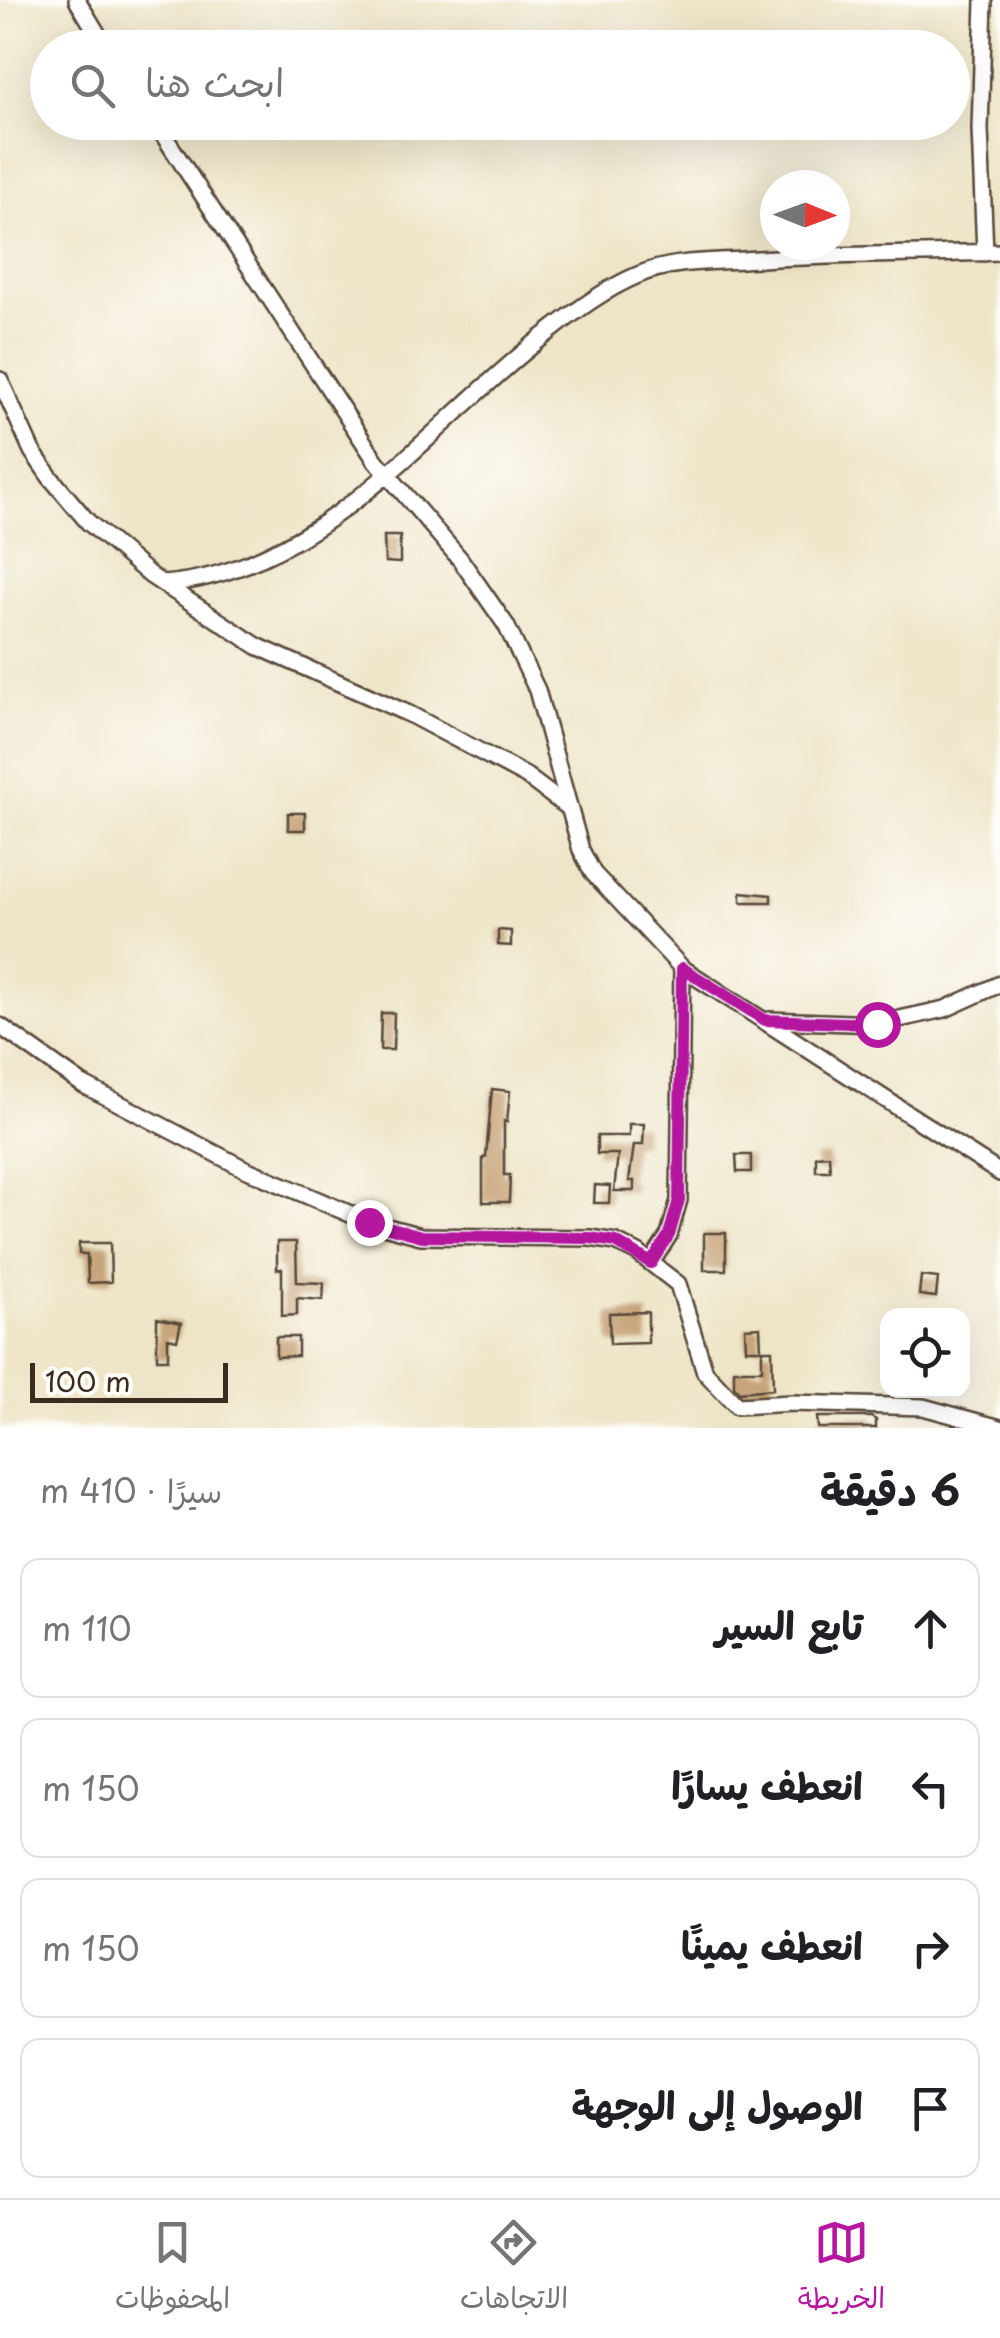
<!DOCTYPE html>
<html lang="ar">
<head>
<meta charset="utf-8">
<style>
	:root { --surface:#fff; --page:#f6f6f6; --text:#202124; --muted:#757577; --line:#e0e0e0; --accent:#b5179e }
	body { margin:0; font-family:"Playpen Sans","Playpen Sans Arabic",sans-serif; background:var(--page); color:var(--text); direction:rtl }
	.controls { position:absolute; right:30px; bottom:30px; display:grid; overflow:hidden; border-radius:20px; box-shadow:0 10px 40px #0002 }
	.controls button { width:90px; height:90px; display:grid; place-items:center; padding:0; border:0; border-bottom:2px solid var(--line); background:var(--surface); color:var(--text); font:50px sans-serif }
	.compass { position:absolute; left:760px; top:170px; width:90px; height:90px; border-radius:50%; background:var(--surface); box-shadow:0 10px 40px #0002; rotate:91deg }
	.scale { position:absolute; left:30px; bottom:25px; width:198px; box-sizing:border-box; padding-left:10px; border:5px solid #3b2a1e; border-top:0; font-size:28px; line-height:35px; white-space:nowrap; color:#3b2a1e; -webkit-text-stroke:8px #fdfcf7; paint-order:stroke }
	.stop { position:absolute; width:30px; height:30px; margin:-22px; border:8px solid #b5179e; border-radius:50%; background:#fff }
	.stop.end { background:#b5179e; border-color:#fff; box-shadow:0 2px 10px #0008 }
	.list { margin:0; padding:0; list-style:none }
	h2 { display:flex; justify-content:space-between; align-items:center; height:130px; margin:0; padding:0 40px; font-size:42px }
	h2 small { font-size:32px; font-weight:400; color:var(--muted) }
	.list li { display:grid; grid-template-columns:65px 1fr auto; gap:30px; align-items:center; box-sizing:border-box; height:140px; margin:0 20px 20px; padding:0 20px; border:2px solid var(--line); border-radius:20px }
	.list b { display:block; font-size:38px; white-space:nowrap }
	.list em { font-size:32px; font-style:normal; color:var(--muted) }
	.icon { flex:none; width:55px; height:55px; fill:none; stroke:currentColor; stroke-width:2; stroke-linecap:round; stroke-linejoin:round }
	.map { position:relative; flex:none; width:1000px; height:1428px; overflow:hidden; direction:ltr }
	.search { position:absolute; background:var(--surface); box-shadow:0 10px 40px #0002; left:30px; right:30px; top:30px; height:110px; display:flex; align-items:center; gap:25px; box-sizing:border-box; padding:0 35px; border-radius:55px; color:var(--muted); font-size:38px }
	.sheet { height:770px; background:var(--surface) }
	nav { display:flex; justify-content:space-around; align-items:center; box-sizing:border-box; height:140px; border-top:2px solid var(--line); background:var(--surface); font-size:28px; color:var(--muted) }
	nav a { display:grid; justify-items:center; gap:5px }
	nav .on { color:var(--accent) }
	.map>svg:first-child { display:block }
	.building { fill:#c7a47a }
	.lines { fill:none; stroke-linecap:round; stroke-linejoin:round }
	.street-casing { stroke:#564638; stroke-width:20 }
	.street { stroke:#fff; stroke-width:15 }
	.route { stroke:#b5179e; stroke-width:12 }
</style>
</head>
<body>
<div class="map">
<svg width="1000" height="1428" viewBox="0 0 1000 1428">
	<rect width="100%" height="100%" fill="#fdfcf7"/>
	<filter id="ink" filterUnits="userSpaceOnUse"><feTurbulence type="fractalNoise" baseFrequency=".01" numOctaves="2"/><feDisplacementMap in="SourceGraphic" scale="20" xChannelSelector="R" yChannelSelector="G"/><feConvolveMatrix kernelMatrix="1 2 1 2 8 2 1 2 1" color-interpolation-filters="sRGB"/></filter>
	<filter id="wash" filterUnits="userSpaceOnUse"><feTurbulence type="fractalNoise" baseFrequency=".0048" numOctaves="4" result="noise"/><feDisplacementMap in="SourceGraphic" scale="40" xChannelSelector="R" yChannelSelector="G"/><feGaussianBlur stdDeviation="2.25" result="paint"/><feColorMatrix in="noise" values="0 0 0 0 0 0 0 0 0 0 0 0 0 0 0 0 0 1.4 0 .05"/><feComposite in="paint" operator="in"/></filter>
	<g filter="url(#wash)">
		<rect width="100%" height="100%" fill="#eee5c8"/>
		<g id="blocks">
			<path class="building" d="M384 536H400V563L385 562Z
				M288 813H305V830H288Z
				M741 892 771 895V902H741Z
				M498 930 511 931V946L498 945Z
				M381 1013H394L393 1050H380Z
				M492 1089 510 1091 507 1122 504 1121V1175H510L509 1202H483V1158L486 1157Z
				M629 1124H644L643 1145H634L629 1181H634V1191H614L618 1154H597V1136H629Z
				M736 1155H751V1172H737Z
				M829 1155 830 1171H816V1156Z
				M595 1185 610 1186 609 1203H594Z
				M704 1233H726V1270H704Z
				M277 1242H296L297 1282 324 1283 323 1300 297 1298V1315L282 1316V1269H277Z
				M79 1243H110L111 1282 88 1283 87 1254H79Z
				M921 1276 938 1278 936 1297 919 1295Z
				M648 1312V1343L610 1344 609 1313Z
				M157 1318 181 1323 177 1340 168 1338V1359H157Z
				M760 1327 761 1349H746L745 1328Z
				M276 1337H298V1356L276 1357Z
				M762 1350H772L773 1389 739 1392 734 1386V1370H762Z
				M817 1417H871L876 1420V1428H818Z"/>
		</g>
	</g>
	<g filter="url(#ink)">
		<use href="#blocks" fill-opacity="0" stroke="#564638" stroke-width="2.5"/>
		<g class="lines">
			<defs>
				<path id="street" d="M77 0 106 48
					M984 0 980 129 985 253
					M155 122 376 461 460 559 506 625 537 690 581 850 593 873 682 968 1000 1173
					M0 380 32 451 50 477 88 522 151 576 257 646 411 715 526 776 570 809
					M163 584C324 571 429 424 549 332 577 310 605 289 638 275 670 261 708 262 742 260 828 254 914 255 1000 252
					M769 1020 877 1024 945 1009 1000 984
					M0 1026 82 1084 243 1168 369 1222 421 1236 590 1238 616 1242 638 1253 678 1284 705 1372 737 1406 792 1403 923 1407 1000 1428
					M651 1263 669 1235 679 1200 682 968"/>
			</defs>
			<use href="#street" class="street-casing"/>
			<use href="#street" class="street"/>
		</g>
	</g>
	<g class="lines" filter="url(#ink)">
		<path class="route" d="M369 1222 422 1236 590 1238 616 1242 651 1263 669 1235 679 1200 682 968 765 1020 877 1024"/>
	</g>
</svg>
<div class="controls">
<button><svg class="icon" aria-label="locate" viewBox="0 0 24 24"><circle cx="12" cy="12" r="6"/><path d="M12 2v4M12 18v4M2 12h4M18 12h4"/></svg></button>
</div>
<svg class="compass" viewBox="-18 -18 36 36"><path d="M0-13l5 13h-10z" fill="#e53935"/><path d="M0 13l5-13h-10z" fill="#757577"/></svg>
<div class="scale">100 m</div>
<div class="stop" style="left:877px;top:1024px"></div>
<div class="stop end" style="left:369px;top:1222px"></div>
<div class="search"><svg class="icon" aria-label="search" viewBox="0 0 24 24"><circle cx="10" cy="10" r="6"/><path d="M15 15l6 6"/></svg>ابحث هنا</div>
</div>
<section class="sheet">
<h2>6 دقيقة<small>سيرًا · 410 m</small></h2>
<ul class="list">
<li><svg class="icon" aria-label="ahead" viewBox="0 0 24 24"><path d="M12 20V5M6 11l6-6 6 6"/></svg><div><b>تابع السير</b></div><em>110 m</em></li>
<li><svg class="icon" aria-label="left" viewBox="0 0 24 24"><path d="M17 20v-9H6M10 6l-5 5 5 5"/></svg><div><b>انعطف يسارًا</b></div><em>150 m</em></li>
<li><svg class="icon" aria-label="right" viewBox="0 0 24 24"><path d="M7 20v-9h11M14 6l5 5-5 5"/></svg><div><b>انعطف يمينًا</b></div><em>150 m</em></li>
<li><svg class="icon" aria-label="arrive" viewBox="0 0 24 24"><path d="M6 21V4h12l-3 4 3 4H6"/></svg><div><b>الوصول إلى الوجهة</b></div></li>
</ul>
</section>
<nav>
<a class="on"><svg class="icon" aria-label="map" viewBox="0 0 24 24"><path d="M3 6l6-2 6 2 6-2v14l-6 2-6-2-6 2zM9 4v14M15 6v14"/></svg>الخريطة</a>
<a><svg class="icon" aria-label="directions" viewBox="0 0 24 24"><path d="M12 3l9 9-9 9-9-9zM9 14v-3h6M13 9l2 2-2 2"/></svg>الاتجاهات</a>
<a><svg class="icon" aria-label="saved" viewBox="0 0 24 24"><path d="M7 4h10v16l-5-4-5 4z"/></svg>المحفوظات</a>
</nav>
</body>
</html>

Exercise prompt -> Please copy each line of the material that contains the word "linecap".

Answer space ->
	.icon { flex:none; width:55px; height:55px; fill:none; stroke:currentColor; stroke-width:2; stroke-linecap:round; stroke-linejoin:round }
	.lines { fill:none; stroke-linecap:round; stroke-linejoin:round }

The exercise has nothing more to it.